_Your assignment_. Please copy each line from the entries that contains the string "アンコーラ".

_The data_.
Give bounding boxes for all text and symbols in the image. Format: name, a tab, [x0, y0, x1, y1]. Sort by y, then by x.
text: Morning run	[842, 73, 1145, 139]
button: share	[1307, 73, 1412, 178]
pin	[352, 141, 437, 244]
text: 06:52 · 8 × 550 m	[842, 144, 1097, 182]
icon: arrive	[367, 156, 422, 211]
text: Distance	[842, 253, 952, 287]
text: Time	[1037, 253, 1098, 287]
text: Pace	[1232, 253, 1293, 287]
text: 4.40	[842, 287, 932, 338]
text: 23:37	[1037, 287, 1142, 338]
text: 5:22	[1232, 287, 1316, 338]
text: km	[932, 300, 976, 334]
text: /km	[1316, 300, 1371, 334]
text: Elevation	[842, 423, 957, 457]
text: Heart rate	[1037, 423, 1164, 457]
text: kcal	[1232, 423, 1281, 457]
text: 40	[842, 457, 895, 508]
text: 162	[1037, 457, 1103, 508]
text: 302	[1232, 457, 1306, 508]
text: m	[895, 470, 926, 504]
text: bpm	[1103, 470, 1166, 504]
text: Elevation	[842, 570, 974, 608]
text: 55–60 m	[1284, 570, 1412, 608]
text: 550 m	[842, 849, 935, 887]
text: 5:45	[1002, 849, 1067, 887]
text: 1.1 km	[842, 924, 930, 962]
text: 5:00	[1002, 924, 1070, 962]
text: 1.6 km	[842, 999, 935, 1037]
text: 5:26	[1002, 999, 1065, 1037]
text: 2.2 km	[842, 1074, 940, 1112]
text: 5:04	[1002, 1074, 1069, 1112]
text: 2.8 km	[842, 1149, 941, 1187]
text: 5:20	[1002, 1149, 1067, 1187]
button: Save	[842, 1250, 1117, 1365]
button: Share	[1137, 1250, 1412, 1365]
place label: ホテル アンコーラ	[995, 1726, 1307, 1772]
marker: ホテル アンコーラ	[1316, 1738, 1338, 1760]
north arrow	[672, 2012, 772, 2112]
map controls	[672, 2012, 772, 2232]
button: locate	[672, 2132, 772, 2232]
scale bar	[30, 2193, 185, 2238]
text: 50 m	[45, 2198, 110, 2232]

_Answer box_.
place label: ホテル アンコーラ	[995, 1726, 1307, 1772]
marker: ホテル アンコーラ	[1316, 1738, 1338, 1760]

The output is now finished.